Transit goods include goods that have departed their dispatch, loading, or shipping point but have not yet arrived at the receipt, offloading or delivery point.
IMT
In an interview with the Daily Graphic in Accra, the Assistant Commissioner of Customs in charge of Transit, Mr Emmanuel Tetteh, said some clearing agents and importers of transit goods diverted their goods to the local markets for sale.
He explained that Customs, as part of efforts to ensure that no transit goods found its way onto the local markets in the country, had set up an Integrated Monitoring Team (IMT) to deal with the offenders.
He said the IMT were stationed at the Customs warehouses, particularly those at the Tema Ports and Accra to supervise the loading of goods onto loading trucks so that it would be in the know of the number of transit goods that left the country and the number of said goods that got to their destination points.

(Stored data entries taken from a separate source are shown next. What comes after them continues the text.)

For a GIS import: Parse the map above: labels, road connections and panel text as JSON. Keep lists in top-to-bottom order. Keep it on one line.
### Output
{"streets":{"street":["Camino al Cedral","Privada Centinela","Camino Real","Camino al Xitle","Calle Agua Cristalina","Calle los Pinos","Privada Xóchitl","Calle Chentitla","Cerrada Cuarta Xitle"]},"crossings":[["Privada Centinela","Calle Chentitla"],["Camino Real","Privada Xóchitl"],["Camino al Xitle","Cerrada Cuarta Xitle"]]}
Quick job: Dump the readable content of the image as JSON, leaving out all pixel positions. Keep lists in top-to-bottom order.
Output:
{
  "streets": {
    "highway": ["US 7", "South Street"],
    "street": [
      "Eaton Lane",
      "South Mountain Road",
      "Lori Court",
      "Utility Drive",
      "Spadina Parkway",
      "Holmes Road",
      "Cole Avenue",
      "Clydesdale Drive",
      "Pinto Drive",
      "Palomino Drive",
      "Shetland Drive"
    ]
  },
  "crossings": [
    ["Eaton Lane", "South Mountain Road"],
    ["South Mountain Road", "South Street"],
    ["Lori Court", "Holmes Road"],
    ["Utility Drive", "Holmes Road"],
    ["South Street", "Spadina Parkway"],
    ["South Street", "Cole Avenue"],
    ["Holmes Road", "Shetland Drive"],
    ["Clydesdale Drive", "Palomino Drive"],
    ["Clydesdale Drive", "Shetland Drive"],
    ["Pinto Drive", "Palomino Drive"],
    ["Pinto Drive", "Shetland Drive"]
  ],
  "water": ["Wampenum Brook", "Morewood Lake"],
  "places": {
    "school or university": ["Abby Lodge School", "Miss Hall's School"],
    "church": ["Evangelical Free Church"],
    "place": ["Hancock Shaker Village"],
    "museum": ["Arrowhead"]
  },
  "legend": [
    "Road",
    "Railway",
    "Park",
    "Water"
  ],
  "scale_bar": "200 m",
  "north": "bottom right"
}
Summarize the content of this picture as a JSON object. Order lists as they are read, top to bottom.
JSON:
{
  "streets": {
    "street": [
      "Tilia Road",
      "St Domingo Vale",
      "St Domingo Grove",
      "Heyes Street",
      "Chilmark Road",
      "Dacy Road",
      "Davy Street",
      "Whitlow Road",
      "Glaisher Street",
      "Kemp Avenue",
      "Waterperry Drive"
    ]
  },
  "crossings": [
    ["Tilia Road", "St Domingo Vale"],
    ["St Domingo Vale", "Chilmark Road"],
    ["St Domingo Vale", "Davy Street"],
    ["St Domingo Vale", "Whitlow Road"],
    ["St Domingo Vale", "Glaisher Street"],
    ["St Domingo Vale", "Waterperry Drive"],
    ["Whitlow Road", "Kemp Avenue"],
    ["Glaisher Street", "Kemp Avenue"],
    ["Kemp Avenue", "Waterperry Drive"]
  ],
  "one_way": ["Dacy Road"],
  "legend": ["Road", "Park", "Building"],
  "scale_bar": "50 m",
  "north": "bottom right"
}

According to Mr Tetteh, many of the transit infractions occurred at the holding place through to the exit point, adding that the IMT monitored the journey of the transit goods from the Customs warehouses until they left the country.
Caution
He cautioned that all individuals, particularly importers and clearing agents who diverted transit goods onto the Ghanaian markets would be severely punished when caught.
“If you are caught, you will be punished,” he said, adding that Customs was taking every necessary step to ensure that individuals who denied the state of its needed revenues through fraudulent means were brought to book.
Mr Tetteh said IMT would continue to track the activities of transit goods, warning that the IMT had devised several strategies to seal all revenue leakages in the system.
Rewards
He has, therefore, urged the public to assist customs in bringing to book individuals who smuggle goods meant for foreign consumption to the local markets, saying “we pay informants.”
According to him, Customs had instituted rewards for all informants whose information might lead to the arrest of smugglers.
Mr Tetteh pointed out that it was through the reliable information volunteered to the agency by the public that would help the service to weed out all miscreants from the society and increase the country’s drive in revenue mobilisation.